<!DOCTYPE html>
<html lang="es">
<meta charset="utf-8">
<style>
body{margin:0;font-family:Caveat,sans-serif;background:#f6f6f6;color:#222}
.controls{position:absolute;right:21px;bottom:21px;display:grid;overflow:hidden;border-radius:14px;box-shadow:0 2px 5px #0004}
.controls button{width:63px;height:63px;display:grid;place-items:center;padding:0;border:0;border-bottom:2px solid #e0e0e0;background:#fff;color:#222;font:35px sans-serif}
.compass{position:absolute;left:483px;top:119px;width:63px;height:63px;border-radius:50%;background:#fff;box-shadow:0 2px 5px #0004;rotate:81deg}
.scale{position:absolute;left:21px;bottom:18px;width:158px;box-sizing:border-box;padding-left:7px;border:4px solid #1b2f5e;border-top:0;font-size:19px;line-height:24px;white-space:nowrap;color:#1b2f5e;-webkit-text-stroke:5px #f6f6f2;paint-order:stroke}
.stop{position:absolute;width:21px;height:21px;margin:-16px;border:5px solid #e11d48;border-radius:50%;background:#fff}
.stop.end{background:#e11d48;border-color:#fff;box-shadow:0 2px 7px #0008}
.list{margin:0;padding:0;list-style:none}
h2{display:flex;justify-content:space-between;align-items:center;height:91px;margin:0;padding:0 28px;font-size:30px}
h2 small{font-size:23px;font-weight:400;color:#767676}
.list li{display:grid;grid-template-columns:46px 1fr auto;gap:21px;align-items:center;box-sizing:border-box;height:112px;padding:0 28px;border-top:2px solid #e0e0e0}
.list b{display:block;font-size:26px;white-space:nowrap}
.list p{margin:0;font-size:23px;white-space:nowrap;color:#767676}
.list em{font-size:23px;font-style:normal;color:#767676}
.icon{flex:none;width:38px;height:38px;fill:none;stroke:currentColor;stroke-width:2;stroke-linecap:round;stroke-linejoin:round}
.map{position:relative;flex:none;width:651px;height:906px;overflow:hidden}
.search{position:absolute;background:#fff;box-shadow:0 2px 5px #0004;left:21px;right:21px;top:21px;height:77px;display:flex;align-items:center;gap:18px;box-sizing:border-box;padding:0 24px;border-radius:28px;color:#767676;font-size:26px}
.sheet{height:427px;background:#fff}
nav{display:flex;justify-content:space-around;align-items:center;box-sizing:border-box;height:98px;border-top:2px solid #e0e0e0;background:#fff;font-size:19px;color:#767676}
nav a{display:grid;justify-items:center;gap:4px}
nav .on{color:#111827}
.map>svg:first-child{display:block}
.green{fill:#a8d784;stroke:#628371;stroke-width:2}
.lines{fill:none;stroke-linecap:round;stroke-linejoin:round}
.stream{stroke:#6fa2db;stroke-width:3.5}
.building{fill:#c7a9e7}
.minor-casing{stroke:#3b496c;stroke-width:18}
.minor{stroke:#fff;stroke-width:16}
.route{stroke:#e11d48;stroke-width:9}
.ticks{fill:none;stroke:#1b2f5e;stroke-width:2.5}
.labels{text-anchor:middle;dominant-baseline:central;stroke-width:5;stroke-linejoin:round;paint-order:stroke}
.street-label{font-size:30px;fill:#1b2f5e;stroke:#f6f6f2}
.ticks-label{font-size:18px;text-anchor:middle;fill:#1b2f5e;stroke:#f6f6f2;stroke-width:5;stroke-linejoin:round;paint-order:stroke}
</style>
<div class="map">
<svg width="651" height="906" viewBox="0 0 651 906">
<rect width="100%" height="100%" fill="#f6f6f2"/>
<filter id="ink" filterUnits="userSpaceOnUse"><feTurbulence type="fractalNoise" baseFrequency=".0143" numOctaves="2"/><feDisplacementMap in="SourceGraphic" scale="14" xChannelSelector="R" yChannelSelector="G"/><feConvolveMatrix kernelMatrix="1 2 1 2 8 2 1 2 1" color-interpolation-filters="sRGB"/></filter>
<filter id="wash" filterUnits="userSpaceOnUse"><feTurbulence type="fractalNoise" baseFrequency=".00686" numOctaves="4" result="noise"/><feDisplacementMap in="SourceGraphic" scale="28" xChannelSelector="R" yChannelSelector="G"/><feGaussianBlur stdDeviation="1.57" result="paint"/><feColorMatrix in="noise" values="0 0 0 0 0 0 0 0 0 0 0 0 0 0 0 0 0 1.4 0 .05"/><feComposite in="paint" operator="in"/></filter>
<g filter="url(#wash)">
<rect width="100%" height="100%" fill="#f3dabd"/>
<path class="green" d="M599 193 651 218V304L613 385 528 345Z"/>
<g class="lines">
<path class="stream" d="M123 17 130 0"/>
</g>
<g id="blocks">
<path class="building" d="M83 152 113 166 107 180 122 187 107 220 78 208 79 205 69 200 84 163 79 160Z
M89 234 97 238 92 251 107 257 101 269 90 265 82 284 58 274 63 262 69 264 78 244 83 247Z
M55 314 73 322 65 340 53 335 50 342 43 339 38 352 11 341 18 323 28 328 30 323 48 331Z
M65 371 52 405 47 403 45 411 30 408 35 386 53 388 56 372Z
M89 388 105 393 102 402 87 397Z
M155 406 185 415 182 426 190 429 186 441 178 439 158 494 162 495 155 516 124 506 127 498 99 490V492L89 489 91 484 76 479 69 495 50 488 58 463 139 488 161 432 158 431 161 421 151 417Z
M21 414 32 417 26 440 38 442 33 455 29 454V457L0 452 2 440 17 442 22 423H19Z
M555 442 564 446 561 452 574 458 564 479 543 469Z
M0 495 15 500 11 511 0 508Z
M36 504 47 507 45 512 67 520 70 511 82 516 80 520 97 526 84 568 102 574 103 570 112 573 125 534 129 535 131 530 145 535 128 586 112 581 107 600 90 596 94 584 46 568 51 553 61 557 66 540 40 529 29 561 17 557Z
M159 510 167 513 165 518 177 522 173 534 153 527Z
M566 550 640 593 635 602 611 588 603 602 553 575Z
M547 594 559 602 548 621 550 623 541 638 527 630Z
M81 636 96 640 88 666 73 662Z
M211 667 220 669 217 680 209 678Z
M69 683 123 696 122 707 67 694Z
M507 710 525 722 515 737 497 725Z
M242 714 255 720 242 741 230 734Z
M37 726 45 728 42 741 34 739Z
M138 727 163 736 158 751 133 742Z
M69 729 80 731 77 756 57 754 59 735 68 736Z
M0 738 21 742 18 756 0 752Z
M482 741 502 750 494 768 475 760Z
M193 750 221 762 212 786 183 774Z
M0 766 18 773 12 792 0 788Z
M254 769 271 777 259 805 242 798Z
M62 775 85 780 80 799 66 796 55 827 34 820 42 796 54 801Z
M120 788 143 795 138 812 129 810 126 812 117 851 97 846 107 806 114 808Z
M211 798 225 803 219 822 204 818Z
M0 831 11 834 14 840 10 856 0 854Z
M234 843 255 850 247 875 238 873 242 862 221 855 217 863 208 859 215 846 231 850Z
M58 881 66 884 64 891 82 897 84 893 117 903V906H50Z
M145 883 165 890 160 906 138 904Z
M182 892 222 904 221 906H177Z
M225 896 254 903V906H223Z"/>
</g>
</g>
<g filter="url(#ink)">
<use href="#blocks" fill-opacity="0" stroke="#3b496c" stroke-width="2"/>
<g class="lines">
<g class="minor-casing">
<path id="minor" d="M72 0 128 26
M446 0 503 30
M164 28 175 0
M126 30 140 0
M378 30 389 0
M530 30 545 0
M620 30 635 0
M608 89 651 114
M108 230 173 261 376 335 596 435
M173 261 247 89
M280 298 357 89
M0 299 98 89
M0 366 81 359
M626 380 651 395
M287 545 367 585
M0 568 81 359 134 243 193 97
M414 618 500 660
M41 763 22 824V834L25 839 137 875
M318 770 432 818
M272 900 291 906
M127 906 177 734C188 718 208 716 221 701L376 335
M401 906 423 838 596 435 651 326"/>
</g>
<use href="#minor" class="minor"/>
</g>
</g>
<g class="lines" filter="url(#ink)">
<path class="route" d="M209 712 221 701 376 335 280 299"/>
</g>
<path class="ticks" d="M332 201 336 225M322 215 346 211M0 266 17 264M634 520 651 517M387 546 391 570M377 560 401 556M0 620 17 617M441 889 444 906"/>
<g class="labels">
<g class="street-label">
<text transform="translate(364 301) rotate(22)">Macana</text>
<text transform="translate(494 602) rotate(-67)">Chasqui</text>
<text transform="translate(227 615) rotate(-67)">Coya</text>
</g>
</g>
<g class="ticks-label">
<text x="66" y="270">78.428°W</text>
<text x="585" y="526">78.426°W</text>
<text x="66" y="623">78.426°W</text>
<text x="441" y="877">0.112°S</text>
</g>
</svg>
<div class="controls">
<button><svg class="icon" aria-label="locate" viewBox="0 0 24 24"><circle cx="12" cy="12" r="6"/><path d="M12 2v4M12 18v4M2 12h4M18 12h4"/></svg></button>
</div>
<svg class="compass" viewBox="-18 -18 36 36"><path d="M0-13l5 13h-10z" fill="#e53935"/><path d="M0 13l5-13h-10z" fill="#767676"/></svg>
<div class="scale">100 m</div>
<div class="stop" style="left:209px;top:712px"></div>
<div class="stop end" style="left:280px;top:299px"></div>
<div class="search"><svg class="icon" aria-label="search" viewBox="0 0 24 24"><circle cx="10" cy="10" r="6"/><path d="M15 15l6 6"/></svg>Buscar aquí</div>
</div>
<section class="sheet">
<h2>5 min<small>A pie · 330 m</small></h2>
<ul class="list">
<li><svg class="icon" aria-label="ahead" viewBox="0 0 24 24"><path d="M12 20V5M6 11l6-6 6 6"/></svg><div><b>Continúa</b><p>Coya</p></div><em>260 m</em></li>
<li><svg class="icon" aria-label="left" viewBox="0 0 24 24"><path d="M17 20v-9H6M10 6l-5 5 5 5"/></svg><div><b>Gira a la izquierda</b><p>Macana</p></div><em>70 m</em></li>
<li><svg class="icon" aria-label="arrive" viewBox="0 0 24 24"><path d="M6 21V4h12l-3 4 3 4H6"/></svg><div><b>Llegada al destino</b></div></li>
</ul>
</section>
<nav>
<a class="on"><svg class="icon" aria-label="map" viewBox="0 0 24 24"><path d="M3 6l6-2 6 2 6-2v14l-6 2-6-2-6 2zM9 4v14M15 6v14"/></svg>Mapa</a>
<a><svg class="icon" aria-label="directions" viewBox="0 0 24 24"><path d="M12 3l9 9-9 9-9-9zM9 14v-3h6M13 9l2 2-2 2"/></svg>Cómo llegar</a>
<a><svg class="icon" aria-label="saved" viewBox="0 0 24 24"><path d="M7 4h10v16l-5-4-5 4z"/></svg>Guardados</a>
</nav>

════════════════════

• Work order
In the listing above, find each line with the word "filterUnits" and copy it out.

• Response to this task
<filter id="ink" filterUnits="userSpaceOnUse"><feTurbulence type="fractalNoise" baseFrequency=".0143" numOctaves="2"/><feDisplacementMap in="SourceGraphic" scale="14" xChannelSelector="R" yChannelSelector="G"/><feConvolveMatrix kernelMatrix="1 2 1 2 8 2 1 2 1" color-interpolation-filters="sRGB"/></filter>
<filter id="wash" filterUnits="userSpaceOnUse"><feTurbulence type="fractalNoise" baseFrequency=".00686" numOctaves="4" result="noise"/><feDisplacementMap in="SourceGraphic" scale="28" xChannelSelector="R" yChannelSelector="G"/><feGaussianBlur stdDeviation="1.57" result="paint"/><feColorMatrix in="noise" values="0 0 0 0 0 0 0 0 0 0 0 0 0 0 0 0 0 1.4 0 .05"/><feComposite in="paint" operator="in"/></filter>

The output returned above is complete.